**WHAT TO WORK ON**
The answer should hold only the lines from the beginning of the listing below to the line containing "filter:drop-shadow(0 0 2px", both included, with every picture left out.

'''

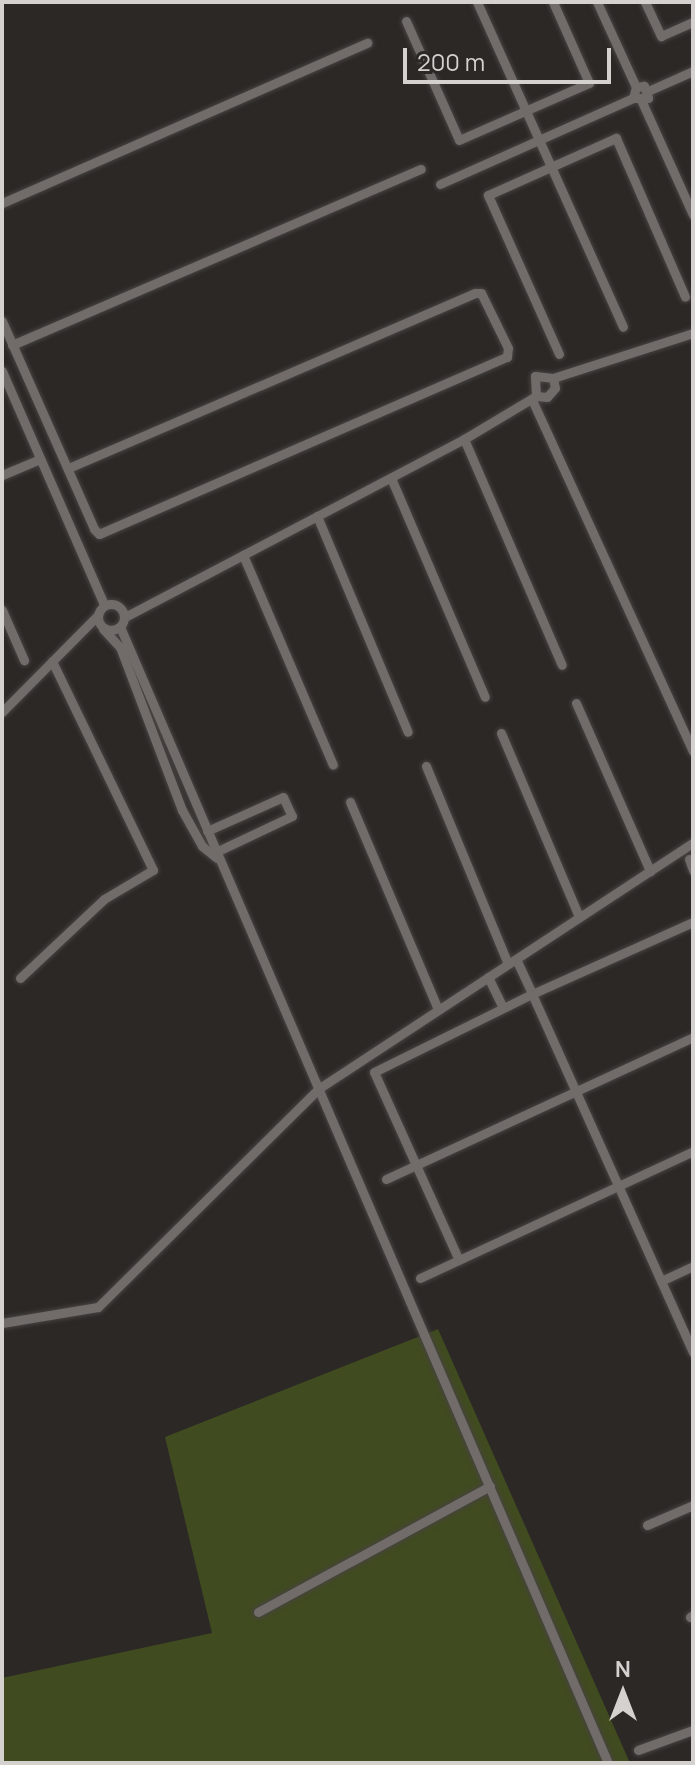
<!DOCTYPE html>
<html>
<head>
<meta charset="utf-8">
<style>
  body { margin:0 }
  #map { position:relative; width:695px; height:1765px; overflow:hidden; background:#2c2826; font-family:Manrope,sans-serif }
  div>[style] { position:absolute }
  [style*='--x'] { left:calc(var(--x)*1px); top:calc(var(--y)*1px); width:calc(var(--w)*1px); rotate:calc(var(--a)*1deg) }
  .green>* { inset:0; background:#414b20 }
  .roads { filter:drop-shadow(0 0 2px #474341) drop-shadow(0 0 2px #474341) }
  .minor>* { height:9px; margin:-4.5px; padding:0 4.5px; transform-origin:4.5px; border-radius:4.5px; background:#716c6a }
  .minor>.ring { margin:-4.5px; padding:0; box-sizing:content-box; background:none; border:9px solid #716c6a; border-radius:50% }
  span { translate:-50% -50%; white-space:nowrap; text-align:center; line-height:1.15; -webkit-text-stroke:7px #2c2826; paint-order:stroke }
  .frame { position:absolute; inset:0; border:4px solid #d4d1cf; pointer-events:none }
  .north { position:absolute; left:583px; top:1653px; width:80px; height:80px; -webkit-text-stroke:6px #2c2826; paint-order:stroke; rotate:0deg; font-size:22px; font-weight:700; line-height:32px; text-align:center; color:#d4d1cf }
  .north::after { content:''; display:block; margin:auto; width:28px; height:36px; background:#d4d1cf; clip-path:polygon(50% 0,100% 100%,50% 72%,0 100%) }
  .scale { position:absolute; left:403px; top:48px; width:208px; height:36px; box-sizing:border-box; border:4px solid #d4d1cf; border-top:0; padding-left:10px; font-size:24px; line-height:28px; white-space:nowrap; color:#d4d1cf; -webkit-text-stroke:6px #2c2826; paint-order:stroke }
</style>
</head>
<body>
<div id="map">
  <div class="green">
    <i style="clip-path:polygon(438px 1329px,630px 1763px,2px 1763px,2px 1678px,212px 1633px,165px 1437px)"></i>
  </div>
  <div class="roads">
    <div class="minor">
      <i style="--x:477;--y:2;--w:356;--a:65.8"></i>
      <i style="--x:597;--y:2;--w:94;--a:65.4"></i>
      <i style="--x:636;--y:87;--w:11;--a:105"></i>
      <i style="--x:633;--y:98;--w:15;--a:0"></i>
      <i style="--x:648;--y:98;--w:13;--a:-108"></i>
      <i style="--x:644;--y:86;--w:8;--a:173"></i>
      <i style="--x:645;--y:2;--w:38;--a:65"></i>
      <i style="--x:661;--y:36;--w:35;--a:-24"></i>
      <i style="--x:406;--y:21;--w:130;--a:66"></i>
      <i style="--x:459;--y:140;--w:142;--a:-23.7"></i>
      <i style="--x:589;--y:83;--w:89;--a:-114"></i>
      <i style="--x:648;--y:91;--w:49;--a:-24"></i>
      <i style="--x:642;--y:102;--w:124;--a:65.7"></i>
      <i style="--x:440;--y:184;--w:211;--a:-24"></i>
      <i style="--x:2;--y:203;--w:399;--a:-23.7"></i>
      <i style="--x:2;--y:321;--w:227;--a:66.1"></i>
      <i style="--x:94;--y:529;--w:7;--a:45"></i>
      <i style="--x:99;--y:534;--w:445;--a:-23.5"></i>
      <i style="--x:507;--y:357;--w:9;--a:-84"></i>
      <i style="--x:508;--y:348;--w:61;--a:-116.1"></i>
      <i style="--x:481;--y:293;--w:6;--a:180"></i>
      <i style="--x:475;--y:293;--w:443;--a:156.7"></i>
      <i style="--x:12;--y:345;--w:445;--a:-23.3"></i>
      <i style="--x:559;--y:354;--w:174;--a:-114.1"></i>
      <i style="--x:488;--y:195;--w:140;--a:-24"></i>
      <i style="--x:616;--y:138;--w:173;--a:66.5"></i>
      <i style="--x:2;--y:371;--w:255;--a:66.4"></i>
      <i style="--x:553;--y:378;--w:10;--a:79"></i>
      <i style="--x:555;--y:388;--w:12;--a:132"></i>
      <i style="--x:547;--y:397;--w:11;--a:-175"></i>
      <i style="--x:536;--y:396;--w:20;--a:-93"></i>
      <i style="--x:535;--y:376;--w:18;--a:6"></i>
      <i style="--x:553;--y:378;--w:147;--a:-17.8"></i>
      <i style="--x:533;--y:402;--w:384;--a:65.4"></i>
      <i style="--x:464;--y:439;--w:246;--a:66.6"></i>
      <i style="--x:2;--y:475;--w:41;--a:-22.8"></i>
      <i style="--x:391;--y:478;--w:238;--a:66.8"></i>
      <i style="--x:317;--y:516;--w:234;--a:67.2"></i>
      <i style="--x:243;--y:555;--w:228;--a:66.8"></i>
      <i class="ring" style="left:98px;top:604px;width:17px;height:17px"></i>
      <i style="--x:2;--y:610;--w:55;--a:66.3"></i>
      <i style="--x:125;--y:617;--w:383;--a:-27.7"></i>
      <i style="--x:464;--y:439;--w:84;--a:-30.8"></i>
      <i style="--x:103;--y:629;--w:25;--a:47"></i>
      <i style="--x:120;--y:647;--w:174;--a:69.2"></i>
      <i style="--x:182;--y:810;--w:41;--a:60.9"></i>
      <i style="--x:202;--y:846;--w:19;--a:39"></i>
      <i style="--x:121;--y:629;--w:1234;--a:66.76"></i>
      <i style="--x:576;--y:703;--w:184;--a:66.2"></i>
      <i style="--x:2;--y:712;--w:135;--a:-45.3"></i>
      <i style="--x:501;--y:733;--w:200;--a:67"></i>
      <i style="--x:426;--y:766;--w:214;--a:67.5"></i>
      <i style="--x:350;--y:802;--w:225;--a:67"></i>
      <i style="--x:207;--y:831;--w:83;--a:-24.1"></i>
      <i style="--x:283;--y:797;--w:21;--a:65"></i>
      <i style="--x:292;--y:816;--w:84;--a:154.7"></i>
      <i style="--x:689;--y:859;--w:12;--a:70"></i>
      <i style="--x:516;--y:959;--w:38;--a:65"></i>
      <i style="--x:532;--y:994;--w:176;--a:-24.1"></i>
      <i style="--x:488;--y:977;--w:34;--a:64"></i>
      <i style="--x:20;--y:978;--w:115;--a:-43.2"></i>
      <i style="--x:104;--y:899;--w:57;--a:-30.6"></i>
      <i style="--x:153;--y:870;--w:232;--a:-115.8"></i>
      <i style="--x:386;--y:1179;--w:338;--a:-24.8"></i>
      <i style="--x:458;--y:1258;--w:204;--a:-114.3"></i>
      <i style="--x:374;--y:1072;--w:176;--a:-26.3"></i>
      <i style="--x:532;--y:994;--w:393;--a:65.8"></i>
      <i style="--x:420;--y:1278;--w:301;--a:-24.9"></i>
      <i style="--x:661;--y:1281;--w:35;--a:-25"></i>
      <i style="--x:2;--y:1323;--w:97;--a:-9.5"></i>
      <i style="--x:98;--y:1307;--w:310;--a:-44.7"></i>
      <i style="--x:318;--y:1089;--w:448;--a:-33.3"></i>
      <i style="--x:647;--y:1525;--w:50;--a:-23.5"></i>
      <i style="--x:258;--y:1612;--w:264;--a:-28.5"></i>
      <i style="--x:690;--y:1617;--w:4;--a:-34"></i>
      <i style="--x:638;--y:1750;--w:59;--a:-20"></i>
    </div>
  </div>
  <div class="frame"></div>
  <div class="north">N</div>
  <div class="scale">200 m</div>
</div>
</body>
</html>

'''

**EXPECTED ANSWER**
<!DOCTYPE html>
<html>
<head>
<meta charset="utf-8">
<style>
  body { margin:0 }
  #map { position:relative; width:695px; height:1765px; overflow:hidden; background:#2c2826; font-family:Manrope,sans-serif }
  div>[style] { position:absolute }
  [style*='--x'] { left:calc(var(--x)*1px); top:calc(var(--y)*1px); width:calc(var(--w)*1px); rotate:calc(var(--a)*1deg) }
  .green>* { inset:0; background:#414b20 }
  .roads { filter:drop-shadow(0 0 2px #474341) drop-shadow(0 0 2px #474341) }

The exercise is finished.